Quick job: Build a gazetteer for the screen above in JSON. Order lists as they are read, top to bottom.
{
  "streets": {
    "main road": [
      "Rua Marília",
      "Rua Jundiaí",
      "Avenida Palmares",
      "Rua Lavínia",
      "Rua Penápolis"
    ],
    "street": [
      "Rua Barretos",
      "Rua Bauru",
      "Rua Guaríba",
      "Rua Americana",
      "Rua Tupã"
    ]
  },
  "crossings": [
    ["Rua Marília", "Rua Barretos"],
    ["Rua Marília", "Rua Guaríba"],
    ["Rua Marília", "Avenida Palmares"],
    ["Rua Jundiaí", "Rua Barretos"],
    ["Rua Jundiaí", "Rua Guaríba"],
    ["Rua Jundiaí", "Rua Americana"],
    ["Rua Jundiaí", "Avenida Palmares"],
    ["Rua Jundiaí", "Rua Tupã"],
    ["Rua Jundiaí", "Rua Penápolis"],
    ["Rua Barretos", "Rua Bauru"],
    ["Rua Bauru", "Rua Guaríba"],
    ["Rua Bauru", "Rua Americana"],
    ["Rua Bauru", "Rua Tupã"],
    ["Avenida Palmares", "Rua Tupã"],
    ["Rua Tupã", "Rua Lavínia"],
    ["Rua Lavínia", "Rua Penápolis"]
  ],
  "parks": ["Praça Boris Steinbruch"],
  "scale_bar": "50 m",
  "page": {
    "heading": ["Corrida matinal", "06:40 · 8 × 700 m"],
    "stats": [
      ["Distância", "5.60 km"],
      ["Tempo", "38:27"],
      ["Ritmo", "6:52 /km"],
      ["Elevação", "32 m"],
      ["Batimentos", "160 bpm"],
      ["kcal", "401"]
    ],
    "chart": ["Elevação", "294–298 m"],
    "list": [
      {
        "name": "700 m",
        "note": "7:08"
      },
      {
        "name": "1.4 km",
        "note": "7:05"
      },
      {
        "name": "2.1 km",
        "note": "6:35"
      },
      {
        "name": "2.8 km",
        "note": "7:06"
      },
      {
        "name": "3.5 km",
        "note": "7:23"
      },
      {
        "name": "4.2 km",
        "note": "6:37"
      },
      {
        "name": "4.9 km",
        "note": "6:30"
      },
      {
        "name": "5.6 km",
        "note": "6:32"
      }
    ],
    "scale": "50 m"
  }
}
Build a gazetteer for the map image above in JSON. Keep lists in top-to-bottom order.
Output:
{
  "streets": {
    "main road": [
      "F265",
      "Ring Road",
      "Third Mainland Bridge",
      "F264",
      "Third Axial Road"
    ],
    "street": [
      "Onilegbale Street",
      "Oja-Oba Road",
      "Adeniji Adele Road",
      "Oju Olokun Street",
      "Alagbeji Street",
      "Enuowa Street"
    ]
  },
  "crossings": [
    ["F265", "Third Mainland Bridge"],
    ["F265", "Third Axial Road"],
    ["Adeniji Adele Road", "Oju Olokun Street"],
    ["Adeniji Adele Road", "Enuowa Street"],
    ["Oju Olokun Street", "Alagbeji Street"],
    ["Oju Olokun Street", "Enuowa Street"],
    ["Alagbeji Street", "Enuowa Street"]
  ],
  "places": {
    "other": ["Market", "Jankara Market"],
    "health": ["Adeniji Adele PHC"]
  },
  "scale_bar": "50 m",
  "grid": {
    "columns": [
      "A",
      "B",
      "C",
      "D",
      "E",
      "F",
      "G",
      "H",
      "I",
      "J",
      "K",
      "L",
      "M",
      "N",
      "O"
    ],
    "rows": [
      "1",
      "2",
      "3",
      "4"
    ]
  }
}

━━━━━━━━━━━━━━━━━━━━━━━━━━━━━━

• [Task details]: Lines from the top of the entries above to the line that contains "Build a gazetteer for the map" should be set down exactly, please, with both ends kept and nothing added.

• [Output for this task]:
Quick job: Build a gazetteer for the screen above in JSON. Order lists as they are read, top to bottom.
{
  "streets": {
    "main road": [
      "Rua Marília",
      "Rua Jundiaí",
      "Avenida Palmares",
      "Rua Lavínia",
      "Rua Penápolis"
    ],
    "street": [
      "Rua Barretos",
      "Rua Bauru",
      "Rua Guaríba",
      "Rua Americana",
      "Rua Tupã"
    ]
  },
  "crossings": [
    ["Rua Marília", "Rua Barretos"],
    ["Rua Marília", "Rua Guaríba"],
    ["Rua Marília", "Avenida Palmares"],
    ["Rua Jundiaí", "Rua Barretos"],
    ["Rua Jundiaí", "Rua Guaríba"],
    ["Rua Jundiaí", "Rua Americana"],
    ["Rua Jundiaí", "Avenida Palmares"],
    ["Rua Jundiaí", "Rua Tupã"],
    ["Rua Jundiaí", "Rua Penápolis"],
    ["Rua Barretos", "Rua Bauru"],
    ["Rua Bauru", "Rua Guaríba"],
    ["Rua Bauru", "Rua Americana"],
    ["Rua Bauru", "Rua Tupã"],
    ["Avenida Palmares", "Rua Tupã"],
    ["Rua Tupã", "Rua Lavínia"],
    ["Rua Lavínia", "Rua Penápolis"]
  ],
  "parks": ["Praça Boris Steinbruch"],
  "scale_bar": "50 m",
  "page": {
    "heading": ["Corrida matinal", "06:40 · 8 × 700 m"],
    "stats": [
      ["Distância", "5.60 km"],
      ["Tempo", "38:27"],
      ["Ritmo", "6:52 /km"],
      ["Elevação", "32 m"],
      ["Batimentos", "160 bpm"],
      ["kcal", "401"]
    ],
    "chart": ["Elevação", "294–298 m"],
    "list": [
      {
        "name": "700 m",
        "note": "7:08"
      },
      {
        "name": "1.4 km",
        "note": "7:05"
      },
      {
        "name": "2.1 km",
        "note": "6:35"
      },
      {
        "name": "2.8 km",
        "note": "7:06"
      },
      {
        "name": "3.5 km",
        "note": "7:23"
      },
      {
        "name": "4.2 km",
        "note": "6:37"
      },
      {
        "name": "4.9 km",
        "note": "6:30"
      },
      {
        "name": "5.6 km",
        "note": "6:32"
      }
    ],
    "scale": "50 m"
  }
}
Build a gazetteer for the map image above in JSON. Keep lists in top-to-bottom order.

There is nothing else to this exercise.